Author’s Note: After the first entry, I’ve decided on a few refining tweeks that I hope can make Dead Language much less about my quarter-life crisis, more structured, and thus more enjoyable and enlightening. Enjoy!
“There are only two or three human stories, and they go on repeating themselves as fiercely as if they had never happened before; like the larks in this country, that have been singing the same five notes over for thousands of years”
First published in 1913, O Pioneers was written by Willa Cather at the end of the age of the American frontier. More significantly, she wrote it right smack near the end of the American Industrial Revolution. In my review, I can identify two major conflicts occurring in this novel that give its plot and characters meaning.

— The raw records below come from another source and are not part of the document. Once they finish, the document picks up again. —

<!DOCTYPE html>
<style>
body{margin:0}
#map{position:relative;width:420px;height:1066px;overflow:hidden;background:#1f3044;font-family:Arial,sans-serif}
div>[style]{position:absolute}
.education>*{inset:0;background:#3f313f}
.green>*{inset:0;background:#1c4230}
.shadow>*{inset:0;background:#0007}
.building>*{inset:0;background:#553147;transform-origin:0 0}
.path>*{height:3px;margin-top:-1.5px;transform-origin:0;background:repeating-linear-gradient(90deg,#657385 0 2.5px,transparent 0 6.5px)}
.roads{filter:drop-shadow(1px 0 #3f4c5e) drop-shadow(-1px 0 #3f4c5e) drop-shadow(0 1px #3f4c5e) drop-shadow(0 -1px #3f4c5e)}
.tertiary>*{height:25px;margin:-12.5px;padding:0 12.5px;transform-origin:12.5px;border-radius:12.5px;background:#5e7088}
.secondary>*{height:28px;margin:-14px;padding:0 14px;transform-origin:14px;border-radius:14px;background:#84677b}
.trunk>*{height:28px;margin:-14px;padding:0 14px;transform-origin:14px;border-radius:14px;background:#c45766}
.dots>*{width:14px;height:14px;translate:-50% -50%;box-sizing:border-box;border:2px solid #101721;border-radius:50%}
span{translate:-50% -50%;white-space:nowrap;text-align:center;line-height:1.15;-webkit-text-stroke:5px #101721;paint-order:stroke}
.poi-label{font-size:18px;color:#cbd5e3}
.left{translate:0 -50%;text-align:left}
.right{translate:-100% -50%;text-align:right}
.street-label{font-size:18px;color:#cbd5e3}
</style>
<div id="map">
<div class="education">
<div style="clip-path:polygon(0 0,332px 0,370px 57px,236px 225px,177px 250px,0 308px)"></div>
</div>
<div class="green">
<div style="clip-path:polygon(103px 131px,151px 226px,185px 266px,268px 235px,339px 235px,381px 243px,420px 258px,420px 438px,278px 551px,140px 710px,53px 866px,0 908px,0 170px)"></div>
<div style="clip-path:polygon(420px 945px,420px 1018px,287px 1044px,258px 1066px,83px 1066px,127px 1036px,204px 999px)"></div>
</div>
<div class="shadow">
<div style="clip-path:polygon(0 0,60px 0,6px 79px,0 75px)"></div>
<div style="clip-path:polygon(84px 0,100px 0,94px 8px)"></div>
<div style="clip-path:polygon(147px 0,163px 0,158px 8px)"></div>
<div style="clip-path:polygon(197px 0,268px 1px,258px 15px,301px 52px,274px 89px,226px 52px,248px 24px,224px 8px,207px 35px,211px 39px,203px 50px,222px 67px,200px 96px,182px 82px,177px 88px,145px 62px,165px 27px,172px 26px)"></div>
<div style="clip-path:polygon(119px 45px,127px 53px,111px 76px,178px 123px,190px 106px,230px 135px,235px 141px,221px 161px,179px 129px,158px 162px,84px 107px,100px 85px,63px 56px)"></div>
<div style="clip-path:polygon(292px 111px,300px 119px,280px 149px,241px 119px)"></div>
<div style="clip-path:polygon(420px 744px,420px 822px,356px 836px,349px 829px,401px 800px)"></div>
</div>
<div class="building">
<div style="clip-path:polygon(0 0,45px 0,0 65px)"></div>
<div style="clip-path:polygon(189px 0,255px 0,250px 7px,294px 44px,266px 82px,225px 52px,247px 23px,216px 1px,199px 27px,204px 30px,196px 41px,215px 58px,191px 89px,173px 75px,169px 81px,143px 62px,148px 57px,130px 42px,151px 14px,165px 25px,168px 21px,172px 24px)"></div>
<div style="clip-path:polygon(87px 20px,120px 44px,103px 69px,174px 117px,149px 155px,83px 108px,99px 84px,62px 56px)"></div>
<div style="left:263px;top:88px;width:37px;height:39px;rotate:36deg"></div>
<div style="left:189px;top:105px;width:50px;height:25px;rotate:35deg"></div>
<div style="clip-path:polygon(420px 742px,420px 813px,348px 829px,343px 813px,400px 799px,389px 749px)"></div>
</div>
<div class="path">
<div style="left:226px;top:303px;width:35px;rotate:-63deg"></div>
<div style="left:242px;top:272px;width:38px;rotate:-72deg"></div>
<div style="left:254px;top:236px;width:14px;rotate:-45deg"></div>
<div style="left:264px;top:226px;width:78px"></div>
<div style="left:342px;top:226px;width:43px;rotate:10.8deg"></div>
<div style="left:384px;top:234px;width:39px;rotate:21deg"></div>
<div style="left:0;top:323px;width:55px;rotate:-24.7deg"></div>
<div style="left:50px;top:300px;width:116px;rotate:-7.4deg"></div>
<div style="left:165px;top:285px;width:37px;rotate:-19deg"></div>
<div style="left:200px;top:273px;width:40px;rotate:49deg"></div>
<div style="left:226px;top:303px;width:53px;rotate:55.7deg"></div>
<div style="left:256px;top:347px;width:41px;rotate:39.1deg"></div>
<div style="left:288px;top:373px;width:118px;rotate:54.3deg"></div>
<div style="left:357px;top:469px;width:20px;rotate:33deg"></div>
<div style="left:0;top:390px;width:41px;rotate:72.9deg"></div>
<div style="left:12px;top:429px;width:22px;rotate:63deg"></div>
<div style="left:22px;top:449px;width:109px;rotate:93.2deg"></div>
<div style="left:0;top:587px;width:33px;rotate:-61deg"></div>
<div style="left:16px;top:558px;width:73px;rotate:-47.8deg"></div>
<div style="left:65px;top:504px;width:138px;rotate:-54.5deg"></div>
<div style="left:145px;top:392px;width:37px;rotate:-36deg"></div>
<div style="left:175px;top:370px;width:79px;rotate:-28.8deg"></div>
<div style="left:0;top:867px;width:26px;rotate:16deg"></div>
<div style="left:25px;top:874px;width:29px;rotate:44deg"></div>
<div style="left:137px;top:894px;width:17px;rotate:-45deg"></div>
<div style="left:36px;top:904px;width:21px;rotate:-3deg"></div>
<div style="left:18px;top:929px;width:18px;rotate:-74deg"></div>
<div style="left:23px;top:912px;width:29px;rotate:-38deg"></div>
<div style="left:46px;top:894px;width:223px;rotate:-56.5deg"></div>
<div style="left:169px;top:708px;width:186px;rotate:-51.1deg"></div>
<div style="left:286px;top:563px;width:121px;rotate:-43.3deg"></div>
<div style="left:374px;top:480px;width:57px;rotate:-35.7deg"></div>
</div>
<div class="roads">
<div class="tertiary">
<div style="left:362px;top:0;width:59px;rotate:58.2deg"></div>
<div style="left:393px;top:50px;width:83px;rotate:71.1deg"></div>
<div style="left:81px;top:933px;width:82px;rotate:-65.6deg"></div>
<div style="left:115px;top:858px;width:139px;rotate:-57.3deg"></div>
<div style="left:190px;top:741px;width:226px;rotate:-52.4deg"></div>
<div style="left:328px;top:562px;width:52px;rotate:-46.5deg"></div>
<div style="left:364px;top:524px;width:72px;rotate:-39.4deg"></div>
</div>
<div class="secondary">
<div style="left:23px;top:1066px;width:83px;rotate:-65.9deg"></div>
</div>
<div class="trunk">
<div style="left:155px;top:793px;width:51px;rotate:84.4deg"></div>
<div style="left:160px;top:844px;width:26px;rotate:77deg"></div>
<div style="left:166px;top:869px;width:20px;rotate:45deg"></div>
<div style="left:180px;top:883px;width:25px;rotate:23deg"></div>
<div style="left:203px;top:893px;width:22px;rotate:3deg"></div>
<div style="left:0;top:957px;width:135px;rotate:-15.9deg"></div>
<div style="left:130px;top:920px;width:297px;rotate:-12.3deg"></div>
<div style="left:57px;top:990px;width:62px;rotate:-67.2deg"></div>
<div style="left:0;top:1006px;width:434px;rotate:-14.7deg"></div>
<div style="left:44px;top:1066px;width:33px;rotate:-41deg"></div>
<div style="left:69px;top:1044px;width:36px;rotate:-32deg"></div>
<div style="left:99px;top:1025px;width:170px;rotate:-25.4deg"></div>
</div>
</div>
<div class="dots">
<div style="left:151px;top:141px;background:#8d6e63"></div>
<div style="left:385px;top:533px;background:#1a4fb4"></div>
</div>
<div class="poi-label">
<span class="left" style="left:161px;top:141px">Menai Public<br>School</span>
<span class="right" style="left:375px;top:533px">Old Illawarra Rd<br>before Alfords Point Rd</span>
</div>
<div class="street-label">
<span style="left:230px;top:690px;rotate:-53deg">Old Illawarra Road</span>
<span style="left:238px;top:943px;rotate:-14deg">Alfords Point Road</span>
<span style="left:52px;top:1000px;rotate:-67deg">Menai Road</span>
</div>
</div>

First and foremost, O Pioneers decribes the process of hard work in an unforgiving terrain by immigrants from across Europe, but especially the Swedes and French. The main character, Alexandra, is of the former stock, and the book revolves around her struggle to modernize her families farm and fortunes. She is confronted by immediate challenges in the form of backward leading neighbors, terrible natural calamities, and issues of family loyalty and vitality. She overcomes these challenges, but at a heavy cost to her own freedom and happiness.
The second major conflict is not laid out clearly for the reader. Cather herself grew up on the frontier, in Nebraska. O Pioneers is a novel about changing times. Great attention is payed to how the older, first generation immigrants are gradually forced to adapt to new innovations born in American, like the modern bath tub. In such a trivial example as the bathtub is, Cather injects practical wisdom and cutting ridicule into what is essentially a critique of modern society. In the novel, the now elderly original pioneers are being forced to live at home with their Americanized children and forced to give up their simple methods of living. One women fakes to use the bath to satisfy her betters, but uses her old bath in secret. Cather is trying to remind her readers that, in a rush to advance as a people we may be sacrificing meaningful distinctions and traditions. We become a hollow society in which independent thinking and individual choice are decried and merely patronized; modern technology will replace outdated and backward cultural anachronisms.
The heroine of this novel achieved the dream of her late father through hard work and intelligence. I feel a tremendous sense of sadness when thinking about this book; it makes ME feel like the anachronism. Between the images of windswept plains, hard work, and a sense of community in O Pioneers!, I have started asking myself “Where did it go?”